## WORKING DATA
• • • • • • •

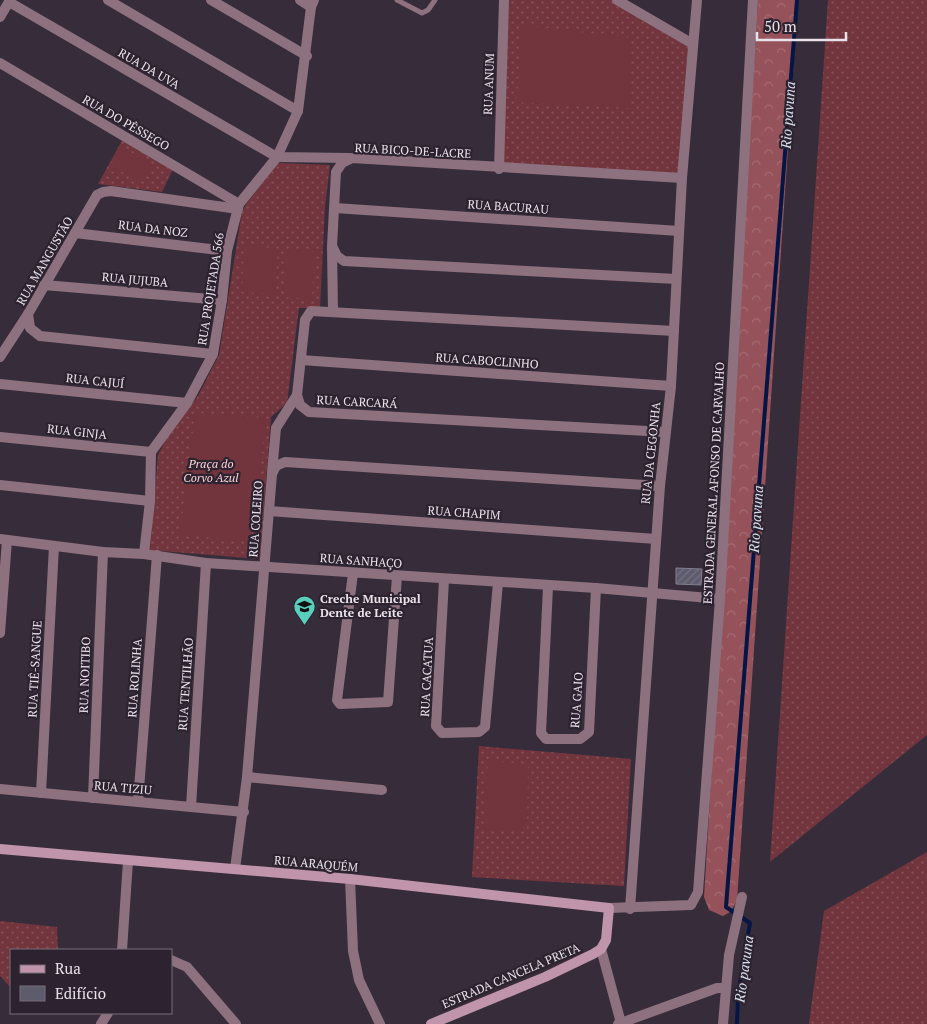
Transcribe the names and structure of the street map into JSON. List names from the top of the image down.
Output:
{
  "streets": {
    "street": [
      "RUA DA UVA",
      "RUA ANUM",
      "RUA DO PÊSSEGO",
      "RUA BICO-DE-LACRE",
      "RUA BACURAU",
      "RUA DA NOZ",
      "RUA MANGUSTÃO",
      "RUA JUJUBA",
      "RUA PROJETADA 566",
      "RUA CABOCLINHO",
      "RUA CAJUÍ",
      "RUA CARCARÁ",
      "RUA GINJA",
      "RUA DA CEGONHA",
      "ESTRADA GENERAL AFONSO DE CARVALHO",
      "RUA CHAPIM",
      "RUA COLEIRO",
      "RUA SANHAÇO",
      "RUA TIÊ-SANGUE",
      "RUA NOITIBO",
      "RUA CACATUA",
      "RUA ROLINHA",
      "RUA TENTILHÃO",
      "RUA GAIO",
      "RUA TIZIU",
      "RUA ARAQUÉM",
      "ESTRADA CANCELA PRETA"
    ]
  },
  "crossings": [
    ["RUA DA UVA", "RUA PROJETADA 566"],
    ["RUA ANUM", "RUA BICO-DE-LACRE"],
    ["RUA DO PÊSSEGO", "RUA MANGUSTÃO"],
    ["RUA DO PÊSSEGO", "RUA PROJETADA 566"],
    ["RUA BICO-DE-LACRE", "RUA BACURAU"],
    ["RUA BICO-DE-LACRE", "RUA DA CEGONHA"],
    ["RUA BACURAU", "RUA DA CEGONHA"],
    ["RUA DA NOZ", "RUA MANGUSTÃO"],
    ["RUA DA NOZ", "RUA PROJETADA 566"],
    ["RUA MANGUSTÃO", "RUA JUJUBA"],
    ["RUA MANGUSTÃO", "RUA PROJETADA 566"],
    ["RUA JUJUBA", "RUA PROJETADA 566"],
    ["RUA PROJETADA 566", "RUA CAJUÍ"],
    ["RUA PROJETADA 566", "RUA GINJA"],
    ["RUA CABOCLINHO", "RUA DA CEGONHA"],
    ["RUA CARCARÁ", "RUA DA CEGONHA"],
    ["RUA DA CEGONHA", "ESTRADA GENERAL AFONSO DE CARVALHO"],
    ["RUA DA CEGONHA", "RUA CHAPIM"],
    ["RUA DA CEGONHA", "RUA COLEIRO"],
    ["RUA DA CEGONHA", "RUA SANHAÇO"],
    ["RUA DA CEGONHA", "RUA ARAQUÉM"],
    ["ESTRADA GENERAL AFONSO DE CARVALHO", "RUA SANHAÇO"],
    ["ESTRADA GENERAL AFONSO DE CARVALHO", "RUA ARAQUÉM"],
    ["RUA CHAPIM", "RUA COLEIRO"],
    ["RUA COLEIRO", "RUA SANHAÇO"],
    ["RUA COLEIRO", "RUA TIZIU"],
    ["RUA COLEIRO", "RUA ARAQUÉM"],
    ["RUA SANHAÇO", "RUA TIÊ-SANGUE"],
    ["RUA SANHAÇO", "RUA NOITIBO"],
    ["RUA SANHAÇO", "RUA CACATUA"],
    ["RUA SANHAÇO", "RUA ROLINHA"],
    ["RUA SANHAÇO", "RUA TENTILHÃO"],
    ["RUA SANHAÇO", "RUA GAIO"],
    ["RUA TIÊ-SANGUE", "RUA TIZIU"],
    ["RUA NOITIBO", "RUA TIZIU"],
    ["RUA ROLINHA", "RUA TIZIU"],
    ["RUA TENTILHÃO", "RUA TIZIU"]
  ],
  "water": ["Rio pavuna"],
  "parks": ["Praça do Corvo Azul"],
  "places": {
    "school or university": ["Creche Municipal Dente de Leite"]
  },
  "legend": ["Rua", "Edifício"],
  "scale_bar": "50 m"
}
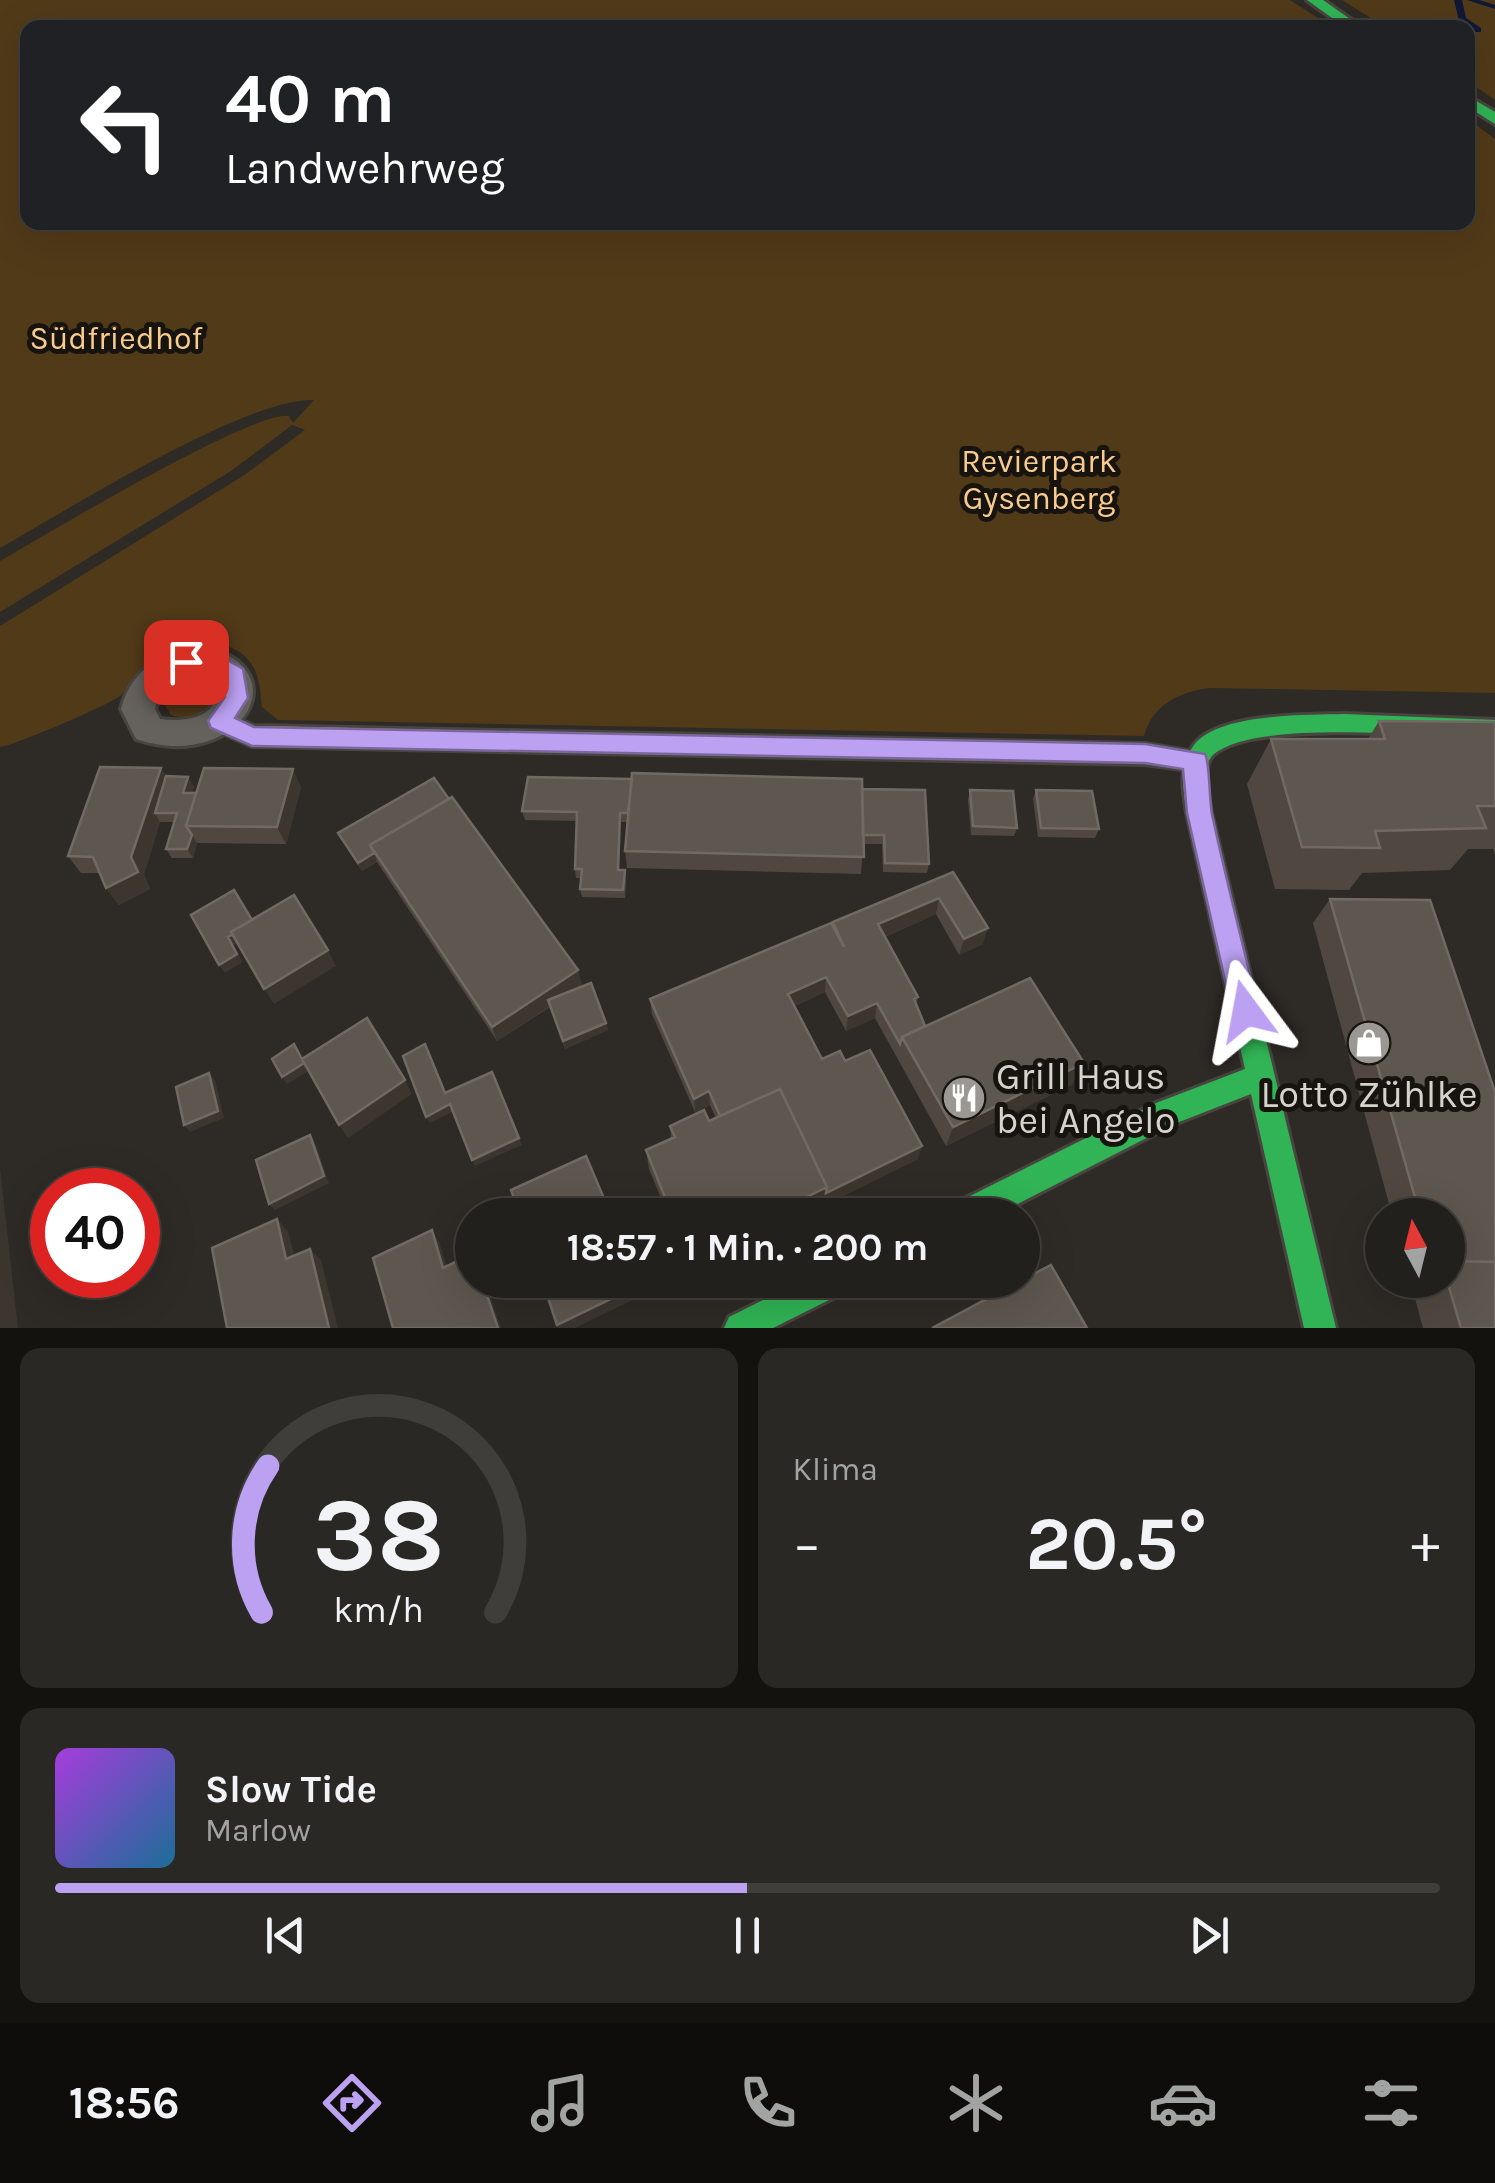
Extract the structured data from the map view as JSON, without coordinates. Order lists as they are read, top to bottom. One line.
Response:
{"parks":["Südfriedhof","Revierpark Gysenberg"],"places":{"shop":["Lotto Zühlke"],"restaurant":["Grill Haus bei Angelo"]},"north":"top","page":{"turn":["40 m","Landwehrweg"],"limit":"40","trip":"18:57 · 1 Min. · 200 m","tile":"Klima","heat":["−","20.5°","+"],"song":["Slow Tide","Marlow"],"tabs":"18:56","gauge":["38","km/h"]}}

• • • • • • •

## EXERCISE OBJECTIVE
Please give all of the material again, exactly, without the images.

## OUTPUT OF THE EXERCISE
Transcribe the names and structure of the street map into JSON. List names from the top of the image down.
Output:
{
  "streets": {
    "street": [
      "RUA DA UVA",
      "RUA ANUM",
      "RUA DO PÊSSEGO",
      "RUA BICO-DE-LACRE",
      "RUA BACURAU",
      "RUA DA NOZ",
      "RUA MANGUSTÃO",
      "RUA JUJUBA",
      "RUA PROJETADA 566",
      "RUA CABOCLINHO",
      "RUA CAJUÍ",
      "RUA CARCARÁ",
      "RUA GINJA",
      "RUA DA CEGONHA",
      "ESTRADA GENERAL AFONSO DE CARVALHO",
      "RUA CHAPIM",
      "RUA COLEIRO",
      "RUA SANHAÇO",
      "RUA TIÊ-SANGUE",
      "RUA NOITIBO",
      "RUA CACATUA",
      "RUA ROLINHA",
      "RUA TENTILHÃO",
      "RUA GAIO",
      "RUA TIZIU",
      "RUA ARAQUÉM",
      "ESTRADA CANCELA PRETA"
    ]
  },
  "crossings": [
    ["RUA DA UVA", "RUA PROJETADA 566"],
    ["RUA ANUM", "RUA BICO-DE-LACRE"],
    ["RUA DO PÊSSEGO", "RUA MANGUSTÃO"],
    ["RUA DO PÊSSEGO", "RUA PROJETADA 566"],
    ["RUA BICO-DE-LACRE", "RUA BACURAU"],
    ["RUA BICO-DE-LACRE", "RUA DA CEGONHA"],
    ["RUA BACURAU", "RUA DA CEGONHA"],
    ["RUA DA NOZ", "RUA MANGUSTÃO"],
    ["RUA DA NOZ", "RUA PROJETADA 566"],
    ["RUA MANGUSTÃO", "RUA JUJUBA"],
    ["RUA MANGUSTÃO", "RUA PROJETADA 566"],
    ["RUA JUJUBA", "RUA PROJETADA 566"],
    ["RUA PROJETADA 566", "RUA CAJUÍ"],
    ["RUA PROJETADA 566", "RUA GINJA"],
    ["RUA CABOCLINHO", "RUA DA CEGONHA"],
    ["RUA CARCARÁ", "RUA DA CEGONHA"],
    ["RUA DA CEGONHA", "ESTRADA GENERAL AFONSO DE CARVALHO"],
    ["RUA DA CEGONHA", "RUA CHAPIM"],
    ["RUA DA CEGONHA", "RUA COLEIRO"],
    ["RUA DA CEGONHA", "RUA SANHAÇO"],
    ["RUA DA CEGONHA", "RUA ARAQUÉM"],
    ["ESTRADA GENERAL AFONSO DE CARVALHO", "RUA SANHAÇO"],
    ["ESTRADA GENERAL AFONSO DE CARVALHO", "RUA ARAQUÉM"],
    ["RUA CHAPIM", "RUA COLEIRO"],
    ["RUA COLEIRO", "RUA SANHAÇO"],
    ["RUA COLEIRO", "RUA TIZIU"],
    ["RUA COLEIRO", "RUA ARAQUÉM"],
    ["RUA SANHAÇO", "RUA TIÊ-SANGUE"],
    ["RUA SANHAÇO", "RUA NOITIBO"],
    ["RUA SANHAÇO", "RUA CACATUA"],
    ["RUA SANHAÇO", "RUA ROLINHA"],
    ["RUA SANHAÇO", "RUA TENTILHÃO"],
    ["RUA SANHAÇO", "RUA GAIO"],
    ["RUA TIÊ-SANGUE", "RUA TIZIU"],
    ["RUA NOITIBO", "RUA TIZIU"],
    ["RUA ROLINHA", "RUA TIZIU"],
    ["RUA TENTILHÃO", "RUA TIZIU"]
  ],
  "water": ["Rio pavuna"],
  "parks": ["Praça do Corvo Azul"],
  "places": {
    "school or university": ["Creche Municipal Dente de Leite"]
  },
  "legend": ["Rua", "Edifício"],
  "scale_bar": "50 m"
}
Extract the structured data from the map view as JSON, without coordinates. Order lists as they are read, top to bottom. One line.
Response:
{"parks":["Südfriedhof","Revierpark Gysenberg"],"places":{"shop":["Lotto Zühlke"],"restaurant":["Grill Haus bei Angelo"]},"north":"top","page":{"turn":["40 m","Landwehrweg"],"limit":"40","trip":"18:57 · 1 Min. · 200 m","tile":"Klima","heat":["−","20.5°","+"],"song":["Slow Tide","Marlow"],"tabs":"18:56","gauge":["38","km/h"]}}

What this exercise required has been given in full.